Problem to solve ::
Which lines in the listing below contain the word "Markt"? Copy each one.

Available data ::
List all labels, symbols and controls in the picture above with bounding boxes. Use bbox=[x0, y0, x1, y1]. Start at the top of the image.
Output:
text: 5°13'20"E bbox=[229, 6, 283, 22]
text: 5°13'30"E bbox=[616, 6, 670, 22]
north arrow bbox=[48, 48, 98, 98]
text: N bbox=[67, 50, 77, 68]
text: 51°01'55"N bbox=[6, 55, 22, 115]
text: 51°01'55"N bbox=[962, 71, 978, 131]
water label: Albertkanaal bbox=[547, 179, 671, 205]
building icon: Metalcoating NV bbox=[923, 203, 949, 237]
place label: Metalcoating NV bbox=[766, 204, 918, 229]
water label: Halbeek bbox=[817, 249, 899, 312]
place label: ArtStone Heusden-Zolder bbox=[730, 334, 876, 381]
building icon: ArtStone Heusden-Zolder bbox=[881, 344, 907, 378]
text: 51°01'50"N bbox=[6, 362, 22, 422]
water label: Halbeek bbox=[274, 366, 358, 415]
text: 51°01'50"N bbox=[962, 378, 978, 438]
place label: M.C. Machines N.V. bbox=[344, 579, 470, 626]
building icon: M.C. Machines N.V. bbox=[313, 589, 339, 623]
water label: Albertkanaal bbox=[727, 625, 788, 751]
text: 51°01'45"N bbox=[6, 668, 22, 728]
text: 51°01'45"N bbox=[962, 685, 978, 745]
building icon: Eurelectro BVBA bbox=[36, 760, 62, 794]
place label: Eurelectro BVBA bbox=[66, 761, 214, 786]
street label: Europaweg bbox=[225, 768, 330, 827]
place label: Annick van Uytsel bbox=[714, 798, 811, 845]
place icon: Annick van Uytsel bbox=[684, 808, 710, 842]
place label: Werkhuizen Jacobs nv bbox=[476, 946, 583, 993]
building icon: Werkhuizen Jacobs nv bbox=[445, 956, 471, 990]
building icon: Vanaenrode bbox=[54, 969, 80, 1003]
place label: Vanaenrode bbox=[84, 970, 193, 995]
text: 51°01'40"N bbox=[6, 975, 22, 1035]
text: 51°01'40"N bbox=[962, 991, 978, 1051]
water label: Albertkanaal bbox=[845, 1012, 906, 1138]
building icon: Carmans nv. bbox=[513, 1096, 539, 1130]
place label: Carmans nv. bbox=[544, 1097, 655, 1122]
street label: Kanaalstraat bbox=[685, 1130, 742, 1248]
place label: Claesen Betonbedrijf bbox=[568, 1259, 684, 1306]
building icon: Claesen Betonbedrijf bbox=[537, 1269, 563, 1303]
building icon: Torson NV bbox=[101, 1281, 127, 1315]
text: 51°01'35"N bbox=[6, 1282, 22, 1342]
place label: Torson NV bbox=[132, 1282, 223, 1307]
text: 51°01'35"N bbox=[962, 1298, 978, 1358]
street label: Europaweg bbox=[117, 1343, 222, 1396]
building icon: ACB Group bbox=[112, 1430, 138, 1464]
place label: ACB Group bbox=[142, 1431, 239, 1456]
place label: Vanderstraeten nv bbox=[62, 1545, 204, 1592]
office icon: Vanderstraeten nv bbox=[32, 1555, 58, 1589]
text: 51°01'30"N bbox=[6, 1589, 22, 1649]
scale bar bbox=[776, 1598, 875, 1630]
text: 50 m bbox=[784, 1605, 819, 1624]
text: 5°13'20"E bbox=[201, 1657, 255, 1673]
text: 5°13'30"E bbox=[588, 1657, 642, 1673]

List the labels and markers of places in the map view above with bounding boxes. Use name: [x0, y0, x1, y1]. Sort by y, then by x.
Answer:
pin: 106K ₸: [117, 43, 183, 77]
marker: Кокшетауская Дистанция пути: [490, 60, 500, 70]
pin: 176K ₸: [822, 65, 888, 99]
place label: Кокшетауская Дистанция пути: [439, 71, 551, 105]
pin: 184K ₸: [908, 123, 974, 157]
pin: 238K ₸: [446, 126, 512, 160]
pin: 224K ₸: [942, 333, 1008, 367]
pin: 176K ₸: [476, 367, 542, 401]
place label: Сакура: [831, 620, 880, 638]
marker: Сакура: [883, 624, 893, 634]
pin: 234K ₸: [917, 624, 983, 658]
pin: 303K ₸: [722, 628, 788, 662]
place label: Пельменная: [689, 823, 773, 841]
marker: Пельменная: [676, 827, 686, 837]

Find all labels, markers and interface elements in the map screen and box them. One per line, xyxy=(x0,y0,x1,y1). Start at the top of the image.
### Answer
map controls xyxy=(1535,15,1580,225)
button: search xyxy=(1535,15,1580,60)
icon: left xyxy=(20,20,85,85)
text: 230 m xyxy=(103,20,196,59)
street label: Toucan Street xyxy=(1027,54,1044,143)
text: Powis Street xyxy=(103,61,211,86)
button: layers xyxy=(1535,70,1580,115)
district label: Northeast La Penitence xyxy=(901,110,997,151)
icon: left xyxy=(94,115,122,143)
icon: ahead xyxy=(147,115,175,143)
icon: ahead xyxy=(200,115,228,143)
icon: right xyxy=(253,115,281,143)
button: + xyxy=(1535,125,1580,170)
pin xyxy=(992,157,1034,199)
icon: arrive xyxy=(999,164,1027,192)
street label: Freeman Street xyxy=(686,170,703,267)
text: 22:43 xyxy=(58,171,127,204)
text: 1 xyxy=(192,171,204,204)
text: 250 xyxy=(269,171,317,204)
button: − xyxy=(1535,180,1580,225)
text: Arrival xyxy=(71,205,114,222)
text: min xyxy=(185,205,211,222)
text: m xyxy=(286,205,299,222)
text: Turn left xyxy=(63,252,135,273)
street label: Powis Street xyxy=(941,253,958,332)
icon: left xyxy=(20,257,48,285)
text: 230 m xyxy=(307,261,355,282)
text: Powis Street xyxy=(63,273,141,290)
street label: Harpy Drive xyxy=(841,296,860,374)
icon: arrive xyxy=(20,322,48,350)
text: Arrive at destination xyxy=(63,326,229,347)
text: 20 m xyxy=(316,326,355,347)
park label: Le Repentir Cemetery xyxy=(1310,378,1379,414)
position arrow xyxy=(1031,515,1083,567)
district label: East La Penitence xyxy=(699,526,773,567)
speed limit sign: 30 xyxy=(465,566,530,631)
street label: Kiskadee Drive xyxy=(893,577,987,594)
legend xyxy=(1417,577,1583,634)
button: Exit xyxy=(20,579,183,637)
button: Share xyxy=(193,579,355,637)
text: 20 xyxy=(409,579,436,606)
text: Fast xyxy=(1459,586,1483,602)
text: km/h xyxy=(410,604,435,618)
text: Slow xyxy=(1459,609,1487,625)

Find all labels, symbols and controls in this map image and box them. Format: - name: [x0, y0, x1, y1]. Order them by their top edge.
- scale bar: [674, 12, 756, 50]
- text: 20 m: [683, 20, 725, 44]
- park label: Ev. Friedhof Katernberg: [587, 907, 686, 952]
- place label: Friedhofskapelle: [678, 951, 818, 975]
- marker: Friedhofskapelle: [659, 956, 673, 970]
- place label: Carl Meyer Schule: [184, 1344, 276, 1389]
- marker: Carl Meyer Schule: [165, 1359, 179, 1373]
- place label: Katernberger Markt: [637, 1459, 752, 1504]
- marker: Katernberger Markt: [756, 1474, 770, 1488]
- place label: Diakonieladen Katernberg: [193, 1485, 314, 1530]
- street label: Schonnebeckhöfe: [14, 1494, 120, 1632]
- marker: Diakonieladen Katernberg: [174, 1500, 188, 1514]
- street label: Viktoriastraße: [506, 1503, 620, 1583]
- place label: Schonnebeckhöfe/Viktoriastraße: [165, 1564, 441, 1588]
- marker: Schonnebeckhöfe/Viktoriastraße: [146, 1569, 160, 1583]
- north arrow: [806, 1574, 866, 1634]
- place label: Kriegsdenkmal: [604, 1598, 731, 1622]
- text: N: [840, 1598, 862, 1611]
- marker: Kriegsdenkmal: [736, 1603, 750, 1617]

Solved problem ::
- place label: Katernberger Markt: [637, 1459, 752, 1504]
- marker: Katernberger Markt: [756, 1474, 770, 1488]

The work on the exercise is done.